Although some of the neurometabolic differences are very subtle between the p15 and p21 BDL rats, p15 BDL rats were visually sicker than p21 BDL rats and performed less well on behavioural tests. While their motor activity was similar when compared to their shams (in contrast to p21 BDL rats), p15 BDL rats showed significantly increased latency to enter the centre of Open Field arena during the test. Indeed, this difference in the decrease of motor activity in p21 BDL rats and decrease in the exploratory behavioural in p15 BDL may simply be related to behavioural development. Exploratory activity dominates over locomotor activity between p20 and p30 and they interchange afterwards (Bâ and Seri 1995). Our behavioural tests are performed at p30, but p15 BDL rats were developing CLD during the window of the development of exploratory behaviour what might have affected this feature in p15 BDL rats more than in p21 BDL rats.
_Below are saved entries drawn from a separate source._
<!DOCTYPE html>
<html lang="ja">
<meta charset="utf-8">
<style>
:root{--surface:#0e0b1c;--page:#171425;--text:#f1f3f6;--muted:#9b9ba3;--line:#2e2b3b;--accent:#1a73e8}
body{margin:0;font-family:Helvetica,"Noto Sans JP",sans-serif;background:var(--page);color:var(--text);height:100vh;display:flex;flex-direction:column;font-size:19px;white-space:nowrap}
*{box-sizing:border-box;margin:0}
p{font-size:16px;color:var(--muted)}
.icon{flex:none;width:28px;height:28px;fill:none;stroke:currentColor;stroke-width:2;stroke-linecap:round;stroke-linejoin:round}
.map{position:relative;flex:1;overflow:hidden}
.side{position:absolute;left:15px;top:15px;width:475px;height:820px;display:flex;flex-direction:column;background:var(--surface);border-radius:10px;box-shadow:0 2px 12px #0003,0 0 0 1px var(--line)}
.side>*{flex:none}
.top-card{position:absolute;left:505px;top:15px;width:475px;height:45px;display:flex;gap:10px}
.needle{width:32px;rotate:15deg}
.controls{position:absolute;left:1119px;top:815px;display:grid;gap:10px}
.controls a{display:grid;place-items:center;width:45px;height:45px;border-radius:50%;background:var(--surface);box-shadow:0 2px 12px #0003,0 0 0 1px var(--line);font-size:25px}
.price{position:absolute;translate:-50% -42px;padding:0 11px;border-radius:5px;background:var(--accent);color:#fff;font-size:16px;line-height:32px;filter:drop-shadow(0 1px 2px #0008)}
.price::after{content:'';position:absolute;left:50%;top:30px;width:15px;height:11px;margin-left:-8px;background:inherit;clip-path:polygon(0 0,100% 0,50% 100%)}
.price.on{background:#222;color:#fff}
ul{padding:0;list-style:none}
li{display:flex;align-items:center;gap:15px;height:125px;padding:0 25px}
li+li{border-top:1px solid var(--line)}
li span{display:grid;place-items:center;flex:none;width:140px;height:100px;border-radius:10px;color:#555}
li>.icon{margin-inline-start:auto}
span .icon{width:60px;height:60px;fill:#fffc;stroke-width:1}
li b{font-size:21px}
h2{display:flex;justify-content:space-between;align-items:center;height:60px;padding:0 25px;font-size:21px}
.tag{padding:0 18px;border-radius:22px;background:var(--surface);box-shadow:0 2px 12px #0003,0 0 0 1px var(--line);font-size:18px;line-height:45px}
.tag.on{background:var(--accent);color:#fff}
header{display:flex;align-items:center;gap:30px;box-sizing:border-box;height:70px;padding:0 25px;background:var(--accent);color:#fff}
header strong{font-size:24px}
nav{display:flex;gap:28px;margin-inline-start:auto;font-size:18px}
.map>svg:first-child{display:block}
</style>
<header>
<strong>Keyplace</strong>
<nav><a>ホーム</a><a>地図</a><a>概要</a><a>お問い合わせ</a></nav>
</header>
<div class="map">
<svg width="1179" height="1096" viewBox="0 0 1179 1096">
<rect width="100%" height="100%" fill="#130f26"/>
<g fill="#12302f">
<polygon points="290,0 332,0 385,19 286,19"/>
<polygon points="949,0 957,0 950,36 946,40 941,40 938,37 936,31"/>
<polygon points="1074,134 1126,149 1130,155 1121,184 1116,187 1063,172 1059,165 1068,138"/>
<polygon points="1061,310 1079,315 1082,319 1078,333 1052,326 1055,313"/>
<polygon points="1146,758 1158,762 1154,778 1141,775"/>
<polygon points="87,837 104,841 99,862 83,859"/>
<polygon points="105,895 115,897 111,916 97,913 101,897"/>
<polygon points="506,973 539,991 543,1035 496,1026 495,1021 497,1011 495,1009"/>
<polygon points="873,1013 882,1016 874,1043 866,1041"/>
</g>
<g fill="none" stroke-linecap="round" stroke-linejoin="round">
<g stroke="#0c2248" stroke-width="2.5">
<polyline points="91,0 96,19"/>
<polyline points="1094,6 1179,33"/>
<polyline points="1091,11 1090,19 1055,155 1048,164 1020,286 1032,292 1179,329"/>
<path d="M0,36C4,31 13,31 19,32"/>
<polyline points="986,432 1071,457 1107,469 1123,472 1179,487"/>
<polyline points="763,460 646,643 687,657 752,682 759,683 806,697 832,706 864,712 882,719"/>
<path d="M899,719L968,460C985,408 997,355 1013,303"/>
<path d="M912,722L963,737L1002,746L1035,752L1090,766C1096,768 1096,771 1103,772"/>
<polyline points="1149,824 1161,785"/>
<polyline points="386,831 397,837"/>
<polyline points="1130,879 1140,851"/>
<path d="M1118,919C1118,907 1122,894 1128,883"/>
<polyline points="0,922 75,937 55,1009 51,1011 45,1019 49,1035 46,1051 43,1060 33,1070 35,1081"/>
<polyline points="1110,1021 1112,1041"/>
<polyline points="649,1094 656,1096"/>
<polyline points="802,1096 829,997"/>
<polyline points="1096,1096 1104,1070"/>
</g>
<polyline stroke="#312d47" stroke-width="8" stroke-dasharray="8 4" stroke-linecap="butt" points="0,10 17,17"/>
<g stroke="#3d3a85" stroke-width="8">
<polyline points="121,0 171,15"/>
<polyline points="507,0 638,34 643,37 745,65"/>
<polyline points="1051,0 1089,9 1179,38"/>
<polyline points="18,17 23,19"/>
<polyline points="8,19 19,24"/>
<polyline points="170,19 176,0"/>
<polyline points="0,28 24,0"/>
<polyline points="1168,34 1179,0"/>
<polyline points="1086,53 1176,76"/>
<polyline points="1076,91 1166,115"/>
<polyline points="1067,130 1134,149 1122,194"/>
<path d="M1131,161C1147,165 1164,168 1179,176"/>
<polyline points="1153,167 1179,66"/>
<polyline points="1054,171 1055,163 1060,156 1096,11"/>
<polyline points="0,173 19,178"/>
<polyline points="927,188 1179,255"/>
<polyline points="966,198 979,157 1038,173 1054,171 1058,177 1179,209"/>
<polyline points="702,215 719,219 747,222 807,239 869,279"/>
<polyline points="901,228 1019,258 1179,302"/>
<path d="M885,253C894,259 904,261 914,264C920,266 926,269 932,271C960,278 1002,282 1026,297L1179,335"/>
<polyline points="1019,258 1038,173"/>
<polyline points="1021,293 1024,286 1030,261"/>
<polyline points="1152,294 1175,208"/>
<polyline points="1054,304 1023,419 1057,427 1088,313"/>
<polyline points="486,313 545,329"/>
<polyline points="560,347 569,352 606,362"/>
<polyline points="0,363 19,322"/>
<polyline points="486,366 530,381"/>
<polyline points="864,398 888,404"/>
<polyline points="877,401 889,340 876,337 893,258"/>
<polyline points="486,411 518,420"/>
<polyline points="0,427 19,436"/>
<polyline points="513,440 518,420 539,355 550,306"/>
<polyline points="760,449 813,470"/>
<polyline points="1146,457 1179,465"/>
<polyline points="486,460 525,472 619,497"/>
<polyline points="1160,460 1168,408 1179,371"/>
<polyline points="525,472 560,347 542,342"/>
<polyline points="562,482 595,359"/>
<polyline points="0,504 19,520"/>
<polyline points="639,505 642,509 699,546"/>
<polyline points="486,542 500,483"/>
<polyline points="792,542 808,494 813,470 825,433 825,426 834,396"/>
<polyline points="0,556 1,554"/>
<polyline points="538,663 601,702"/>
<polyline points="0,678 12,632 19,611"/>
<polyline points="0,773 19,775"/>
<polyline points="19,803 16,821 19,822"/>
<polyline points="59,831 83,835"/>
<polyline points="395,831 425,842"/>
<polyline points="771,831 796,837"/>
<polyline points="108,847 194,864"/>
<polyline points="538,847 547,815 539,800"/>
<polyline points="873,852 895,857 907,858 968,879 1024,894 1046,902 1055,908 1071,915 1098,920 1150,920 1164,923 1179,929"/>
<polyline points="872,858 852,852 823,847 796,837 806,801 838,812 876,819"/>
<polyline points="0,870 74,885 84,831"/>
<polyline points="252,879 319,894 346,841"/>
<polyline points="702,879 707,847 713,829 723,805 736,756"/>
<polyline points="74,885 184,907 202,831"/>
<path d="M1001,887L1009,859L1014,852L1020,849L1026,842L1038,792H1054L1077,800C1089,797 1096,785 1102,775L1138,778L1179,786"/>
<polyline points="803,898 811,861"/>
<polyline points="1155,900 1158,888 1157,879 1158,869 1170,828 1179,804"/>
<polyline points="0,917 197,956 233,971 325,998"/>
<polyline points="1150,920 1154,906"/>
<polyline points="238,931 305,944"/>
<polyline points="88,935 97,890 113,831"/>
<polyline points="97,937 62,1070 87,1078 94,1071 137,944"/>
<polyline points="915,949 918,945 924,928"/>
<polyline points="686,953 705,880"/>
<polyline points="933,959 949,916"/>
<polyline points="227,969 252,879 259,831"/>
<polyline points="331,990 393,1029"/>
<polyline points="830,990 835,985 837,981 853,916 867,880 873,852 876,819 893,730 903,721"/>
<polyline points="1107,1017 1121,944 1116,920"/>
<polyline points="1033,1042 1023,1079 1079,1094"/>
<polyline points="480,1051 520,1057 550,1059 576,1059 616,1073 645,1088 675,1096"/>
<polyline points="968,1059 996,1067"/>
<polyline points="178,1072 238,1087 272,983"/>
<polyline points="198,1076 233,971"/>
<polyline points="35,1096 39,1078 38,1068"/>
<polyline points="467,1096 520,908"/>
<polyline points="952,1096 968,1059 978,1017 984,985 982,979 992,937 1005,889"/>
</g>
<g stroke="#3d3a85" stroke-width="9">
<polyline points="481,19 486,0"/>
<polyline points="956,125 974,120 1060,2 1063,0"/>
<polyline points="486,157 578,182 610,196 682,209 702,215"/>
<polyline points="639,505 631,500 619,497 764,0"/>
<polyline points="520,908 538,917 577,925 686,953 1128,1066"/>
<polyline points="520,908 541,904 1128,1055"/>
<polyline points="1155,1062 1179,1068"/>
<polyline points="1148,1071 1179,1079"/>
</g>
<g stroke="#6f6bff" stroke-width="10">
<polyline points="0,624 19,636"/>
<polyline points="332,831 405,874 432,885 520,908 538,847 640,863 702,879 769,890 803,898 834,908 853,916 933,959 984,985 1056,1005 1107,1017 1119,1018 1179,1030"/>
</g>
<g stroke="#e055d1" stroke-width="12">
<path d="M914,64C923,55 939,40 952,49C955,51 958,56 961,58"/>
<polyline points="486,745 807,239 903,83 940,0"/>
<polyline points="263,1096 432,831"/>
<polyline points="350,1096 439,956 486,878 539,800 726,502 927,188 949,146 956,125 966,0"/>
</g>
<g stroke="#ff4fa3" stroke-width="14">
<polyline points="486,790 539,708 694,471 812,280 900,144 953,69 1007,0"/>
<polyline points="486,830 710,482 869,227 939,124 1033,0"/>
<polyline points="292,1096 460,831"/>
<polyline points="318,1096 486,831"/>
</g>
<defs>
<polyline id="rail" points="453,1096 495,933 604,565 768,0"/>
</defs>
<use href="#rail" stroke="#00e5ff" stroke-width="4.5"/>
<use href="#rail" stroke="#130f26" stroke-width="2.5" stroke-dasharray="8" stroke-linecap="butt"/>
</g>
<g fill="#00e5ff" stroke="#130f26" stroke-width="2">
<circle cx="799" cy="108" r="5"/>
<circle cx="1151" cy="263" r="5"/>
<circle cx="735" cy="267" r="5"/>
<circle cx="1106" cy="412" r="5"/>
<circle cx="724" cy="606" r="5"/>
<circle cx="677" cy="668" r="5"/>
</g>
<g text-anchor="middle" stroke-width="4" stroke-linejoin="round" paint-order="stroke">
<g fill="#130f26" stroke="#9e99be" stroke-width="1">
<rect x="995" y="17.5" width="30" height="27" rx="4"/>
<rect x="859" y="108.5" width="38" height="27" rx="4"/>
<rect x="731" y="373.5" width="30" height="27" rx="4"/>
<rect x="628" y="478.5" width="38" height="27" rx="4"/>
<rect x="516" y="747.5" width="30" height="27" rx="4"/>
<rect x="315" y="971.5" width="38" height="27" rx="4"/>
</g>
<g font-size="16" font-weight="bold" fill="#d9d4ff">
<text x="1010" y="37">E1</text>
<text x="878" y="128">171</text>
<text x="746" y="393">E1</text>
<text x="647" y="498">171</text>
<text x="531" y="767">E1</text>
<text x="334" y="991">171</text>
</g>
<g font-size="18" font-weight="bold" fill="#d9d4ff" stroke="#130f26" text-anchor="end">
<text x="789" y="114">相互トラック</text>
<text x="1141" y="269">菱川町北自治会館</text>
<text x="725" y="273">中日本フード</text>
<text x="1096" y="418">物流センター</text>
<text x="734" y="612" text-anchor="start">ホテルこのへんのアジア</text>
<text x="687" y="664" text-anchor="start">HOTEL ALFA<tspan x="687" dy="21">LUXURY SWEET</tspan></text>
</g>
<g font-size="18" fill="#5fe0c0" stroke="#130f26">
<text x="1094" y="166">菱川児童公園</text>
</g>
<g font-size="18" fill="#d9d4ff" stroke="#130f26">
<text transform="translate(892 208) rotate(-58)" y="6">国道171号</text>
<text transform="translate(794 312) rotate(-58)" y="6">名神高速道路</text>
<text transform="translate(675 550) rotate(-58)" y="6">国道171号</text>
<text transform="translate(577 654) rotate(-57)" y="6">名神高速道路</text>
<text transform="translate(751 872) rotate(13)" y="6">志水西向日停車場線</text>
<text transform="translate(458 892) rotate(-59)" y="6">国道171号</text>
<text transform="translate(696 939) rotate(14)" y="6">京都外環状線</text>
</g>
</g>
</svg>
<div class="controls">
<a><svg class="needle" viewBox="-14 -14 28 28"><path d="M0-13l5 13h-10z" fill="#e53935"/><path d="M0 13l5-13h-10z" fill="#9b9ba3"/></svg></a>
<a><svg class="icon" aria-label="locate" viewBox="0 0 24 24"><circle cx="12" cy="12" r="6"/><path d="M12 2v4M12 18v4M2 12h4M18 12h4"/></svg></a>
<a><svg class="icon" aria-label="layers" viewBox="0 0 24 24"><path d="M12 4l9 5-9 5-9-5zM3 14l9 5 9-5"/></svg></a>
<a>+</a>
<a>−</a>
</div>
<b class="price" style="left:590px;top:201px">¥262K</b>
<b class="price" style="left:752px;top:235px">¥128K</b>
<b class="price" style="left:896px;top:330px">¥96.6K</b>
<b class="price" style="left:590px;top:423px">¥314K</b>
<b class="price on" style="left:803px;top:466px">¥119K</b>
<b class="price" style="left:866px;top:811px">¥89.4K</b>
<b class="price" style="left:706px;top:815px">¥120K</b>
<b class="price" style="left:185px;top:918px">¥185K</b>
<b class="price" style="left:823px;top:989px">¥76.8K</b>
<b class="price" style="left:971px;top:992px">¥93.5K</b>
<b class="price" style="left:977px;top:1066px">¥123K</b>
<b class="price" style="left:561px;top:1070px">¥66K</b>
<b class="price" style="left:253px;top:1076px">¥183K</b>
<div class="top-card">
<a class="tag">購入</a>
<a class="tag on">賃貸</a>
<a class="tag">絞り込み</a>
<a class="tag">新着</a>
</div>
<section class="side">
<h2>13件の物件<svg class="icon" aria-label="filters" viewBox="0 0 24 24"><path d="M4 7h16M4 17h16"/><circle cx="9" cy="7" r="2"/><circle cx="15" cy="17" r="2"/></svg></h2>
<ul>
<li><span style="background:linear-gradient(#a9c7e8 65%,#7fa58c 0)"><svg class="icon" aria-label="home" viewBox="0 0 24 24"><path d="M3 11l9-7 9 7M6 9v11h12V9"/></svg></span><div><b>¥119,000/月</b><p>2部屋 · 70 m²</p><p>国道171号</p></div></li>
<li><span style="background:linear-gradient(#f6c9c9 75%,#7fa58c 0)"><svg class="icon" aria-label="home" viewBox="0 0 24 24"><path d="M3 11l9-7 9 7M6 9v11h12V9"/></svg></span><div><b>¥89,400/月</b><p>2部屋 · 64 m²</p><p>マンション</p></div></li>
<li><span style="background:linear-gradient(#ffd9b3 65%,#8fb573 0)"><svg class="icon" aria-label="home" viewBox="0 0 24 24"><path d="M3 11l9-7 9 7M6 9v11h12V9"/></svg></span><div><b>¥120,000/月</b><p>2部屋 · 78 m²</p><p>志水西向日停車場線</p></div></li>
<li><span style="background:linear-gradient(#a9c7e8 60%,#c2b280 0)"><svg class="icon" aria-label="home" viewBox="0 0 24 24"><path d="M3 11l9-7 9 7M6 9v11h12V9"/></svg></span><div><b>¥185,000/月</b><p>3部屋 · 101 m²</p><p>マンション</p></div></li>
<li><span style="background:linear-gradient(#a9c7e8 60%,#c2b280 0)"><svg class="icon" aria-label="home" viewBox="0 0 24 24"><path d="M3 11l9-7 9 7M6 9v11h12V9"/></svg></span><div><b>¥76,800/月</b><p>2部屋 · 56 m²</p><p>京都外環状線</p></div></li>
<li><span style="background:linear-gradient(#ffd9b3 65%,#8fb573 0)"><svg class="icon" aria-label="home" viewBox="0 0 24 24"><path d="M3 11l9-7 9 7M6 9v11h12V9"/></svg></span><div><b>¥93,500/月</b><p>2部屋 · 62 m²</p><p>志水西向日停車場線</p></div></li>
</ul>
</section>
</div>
It is important to note that the goal of this study was to analyze the neurometabolic response of the brain to CLD depending on the time/age of the disease onset. Therefore, the animals were always scanned at the same timepoint during disease development (i.e. 2, 4 and 6 weeks after BDL surgery). However, this approach did not allow a direct comparison of the animals at the same age, meaning that p15 BDL operated rats are at p29 (p43, p57) at week 2 (4, 6) after surgery while p21 BDL operated rats are at p35 (p49, p63) at week 2 (4, 6) after surgery.
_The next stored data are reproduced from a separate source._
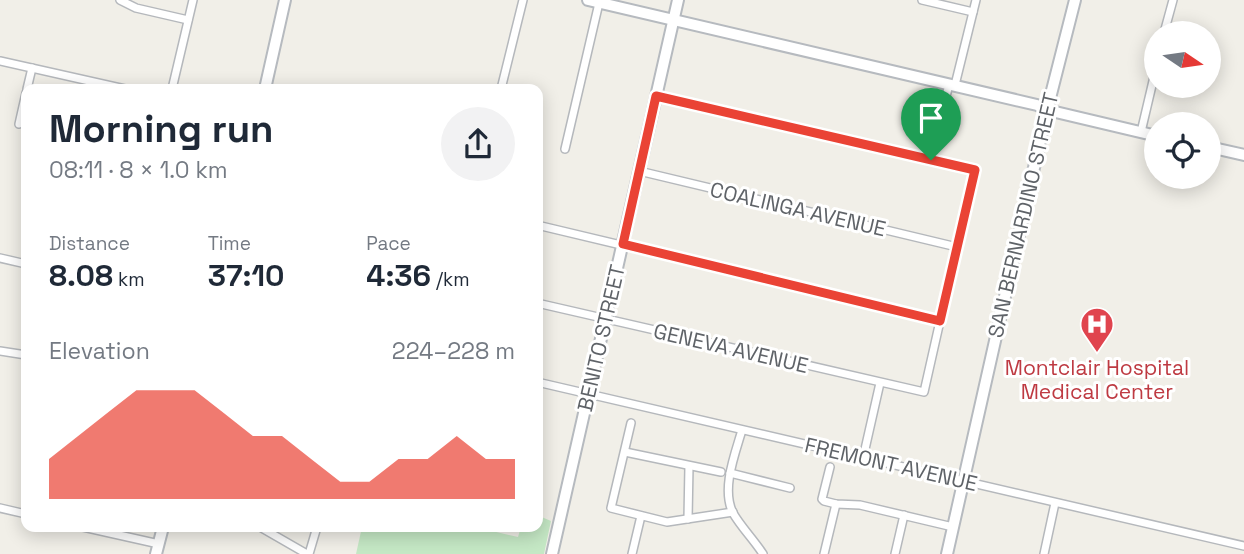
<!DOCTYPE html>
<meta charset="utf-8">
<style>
body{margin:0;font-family:"Space Grotesk",sans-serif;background:#f2f2f3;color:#1f2937;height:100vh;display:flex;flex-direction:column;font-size:26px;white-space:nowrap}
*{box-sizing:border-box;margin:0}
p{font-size:23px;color:#747a83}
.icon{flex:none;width:38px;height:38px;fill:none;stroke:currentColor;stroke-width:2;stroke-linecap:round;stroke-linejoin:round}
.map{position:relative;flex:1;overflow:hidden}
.drawer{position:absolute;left:21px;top:84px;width:522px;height:448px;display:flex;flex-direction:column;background:#fff;border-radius:14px;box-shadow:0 4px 18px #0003}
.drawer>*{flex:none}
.needle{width:46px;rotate:103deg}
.buttons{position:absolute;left:1144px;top:21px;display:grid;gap:14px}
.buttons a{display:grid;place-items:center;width:77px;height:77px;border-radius:50%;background:#fff;box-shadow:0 4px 18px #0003;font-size:35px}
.pin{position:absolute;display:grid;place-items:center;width:60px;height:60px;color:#fff;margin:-72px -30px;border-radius:50% 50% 50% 0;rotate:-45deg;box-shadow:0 0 7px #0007}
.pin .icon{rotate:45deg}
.round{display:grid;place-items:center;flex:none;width:74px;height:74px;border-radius:37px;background:#f2f2f3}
.overview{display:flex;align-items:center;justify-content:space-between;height:119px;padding:0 28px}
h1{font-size:38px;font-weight:700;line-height:52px}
.metrics{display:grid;grid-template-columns:repeat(3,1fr);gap:10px;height:119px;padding:7px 28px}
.metrics div{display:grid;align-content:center}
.metrics b{font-size:30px;font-weight:700}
.metrics small{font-size:19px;font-weight:400}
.metrics p{font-size:19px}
.chart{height:196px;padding:14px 28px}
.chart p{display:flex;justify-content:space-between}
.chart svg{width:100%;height:126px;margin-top:7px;fill:#ea4335;opacity:.7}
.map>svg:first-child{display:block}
</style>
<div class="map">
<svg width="1244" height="554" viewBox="0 0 1244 554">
<rect width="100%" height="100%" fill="#f1efe8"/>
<path fill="#c5e8c5" d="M537,515L551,521L544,554H356L362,527H492V531L518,537L521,527H537Z"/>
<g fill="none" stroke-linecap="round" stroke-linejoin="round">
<defs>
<g id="street">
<path d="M120,0L136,8L188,20"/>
<path d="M922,0L973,12"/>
<path d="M1164,33L1173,0"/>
<path d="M1209,59L1215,61"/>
<path d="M0,61L125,89"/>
<path d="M955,85L976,0"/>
<path d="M27,89L32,68"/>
<path d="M172,89L193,0"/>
<path d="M501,89L523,0"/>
<path d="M19,124L26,93"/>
<path d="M1141,132L1157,64"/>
<path d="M565,149L599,3"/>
<path d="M931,160L949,84"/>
<path d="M639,171L957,247"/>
<path d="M537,225L940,321"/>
<path d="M0,258L26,264"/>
<path d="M537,303L924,392L940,321L975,170L656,96"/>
<path d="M0,351L26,355"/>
<path d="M537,382L1244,546"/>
<path d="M631,423L611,508L667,522L733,512"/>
<path d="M742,430C735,454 721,489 733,513C741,527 754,540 763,554"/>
<path d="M625,452L721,472"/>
<path d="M863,458L880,383"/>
<path d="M830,467L822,499L824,501L836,504L860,505L953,527"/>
<path d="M730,473L790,488"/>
<path d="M0,508L26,514"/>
<path d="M688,519L689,466"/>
<path d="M83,527L159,544"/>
<path d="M260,527L307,554"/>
<path d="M309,554L317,527"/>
<path d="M632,554L641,516"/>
<path d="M824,554L836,504"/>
<path d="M895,554L904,515"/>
<path d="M1044,554L1055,503"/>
</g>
<g id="secondary">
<path d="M588,0L1037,105L1047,110L1157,136"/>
<path d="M265,89L285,0"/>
<path d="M1209,147L1244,155"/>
<path d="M156,554L163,527"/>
<path d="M552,554L678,0"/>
<path d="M947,554L1047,110L1075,0"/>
</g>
</defs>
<use href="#street" stroke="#b5b8bc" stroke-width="10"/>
<use href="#secondary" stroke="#b6babf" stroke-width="14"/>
<use href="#street" stroke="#fff" stroke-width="7"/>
<use href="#secondary" stroke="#fff" stroke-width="10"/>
</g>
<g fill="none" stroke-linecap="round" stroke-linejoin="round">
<defs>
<path id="route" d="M656,96L975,170L940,321L623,244Z"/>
</defs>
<use href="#route" stroke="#fff" stroke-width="14"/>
<use href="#route" stroke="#ea4335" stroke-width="9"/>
</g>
<defs>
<symbol id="hospital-pin" viewBox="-11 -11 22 30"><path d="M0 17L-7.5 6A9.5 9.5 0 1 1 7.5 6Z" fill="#e0444e" stroke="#fff"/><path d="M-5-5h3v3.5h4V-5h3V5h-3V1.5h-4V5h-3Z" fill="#fff"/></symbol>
</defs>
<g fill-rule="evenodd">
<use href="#hospital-pin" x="1078" y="305" width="38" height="52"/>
</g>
<g text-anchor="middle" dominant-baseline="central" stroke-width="6" stroke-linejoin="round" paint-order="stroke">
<g font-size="21" fill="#5f6368" stroke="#fff">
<text transform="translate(798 209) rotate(13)">COALINGA AVENUE</text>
<text transform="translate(1023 215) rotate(-77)">SAN BERNARDINO STREET</text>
<text transform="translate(601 338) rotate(-77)">BENITO STREET</text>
<text transform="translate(731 348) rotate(13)">GENEVA AVENUE</text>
<text transform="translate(891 464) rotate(13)">FREMONT AVENUE</text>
</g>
<g font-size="21" fill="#be3a42" stroke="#fff">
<text x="1097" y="367">Montclair Hospital<tspan x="1097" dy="24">Medical Center</tspan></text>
</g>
</g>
</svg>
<div class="buttons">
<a><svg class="needle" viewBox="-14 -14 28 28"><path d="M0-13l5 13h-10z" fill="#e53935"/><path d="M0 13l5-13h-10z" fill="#747a83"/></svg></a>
<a><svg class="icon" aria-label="locate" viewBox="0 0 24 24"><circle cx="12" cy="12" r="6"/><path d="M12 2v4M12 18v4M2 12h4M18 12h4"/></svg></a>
</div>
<div class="pin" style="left:931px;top:160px;background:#1e9e55"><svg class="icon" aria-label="arrive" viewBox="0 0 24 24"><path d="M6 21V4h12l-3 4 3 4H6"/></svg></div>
<section class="drawer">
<div class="overview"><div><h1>Morning run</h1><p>08:11 · 8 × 1.0 km</p></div><a class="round"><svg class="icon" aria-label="share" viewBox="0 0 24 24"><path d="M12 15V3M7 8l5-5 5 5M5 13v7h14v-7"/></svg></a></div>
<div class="metrics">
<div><p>Distance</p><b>8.08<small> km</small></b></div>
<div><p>Time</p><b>37:10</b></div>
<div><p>Pace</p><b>4:36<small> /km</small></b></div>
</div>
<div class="chart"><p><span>Elevation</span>224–228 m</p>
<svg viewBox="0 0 160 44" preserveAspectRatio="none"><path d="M0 44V30L10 22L20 14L30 6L40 6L50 6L60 14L70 22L80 22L90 30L100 38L110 38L120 30L130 30L140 22L150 30L160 30V44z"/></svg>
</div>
</section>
</div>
In conclusion, we showed that the neurometabolic changes of rats that developed CLD at p15 display many similarities with p21 BDL rats and even adult rats, for example in the osmoregulatory response to CLD. There are however a few notable differences such as a less rapid increase in Gln and decrease in tCho, Asc concentrations; and a more significant and earlier Lac increase and GSH decrease. Importantly, Gln concentrations were slightly higher in p15 rats at the end of the study. Effect of the disease on the concentrations of neurotransmitters was minor in p15 BDL rats. These findings offer tentative pointers as to which neurodevelopmental processes may be impacted. Ultimately it is the fine balance of how osmotic shifts and molecular fluxes impact membrane formation, neuro- and synaptogenesis, as well as the proliferation and differentiation of other cell types which will lead to the behavioral or neurological or neurocognitive phenotype. Here we compared neurometabolic changes between p15 and p21 BDL rats in the hippocampus. Knowing that brain regions are enriched in different molecules to perform their different functions, it seems reasonable to extrapolate that different brain regions will respond differently to the metabolic insults of CLD not just longitudinally but also spatially, something important to explore if we are to progress in our understanding of the vast phenotypic spectrum of type C HE.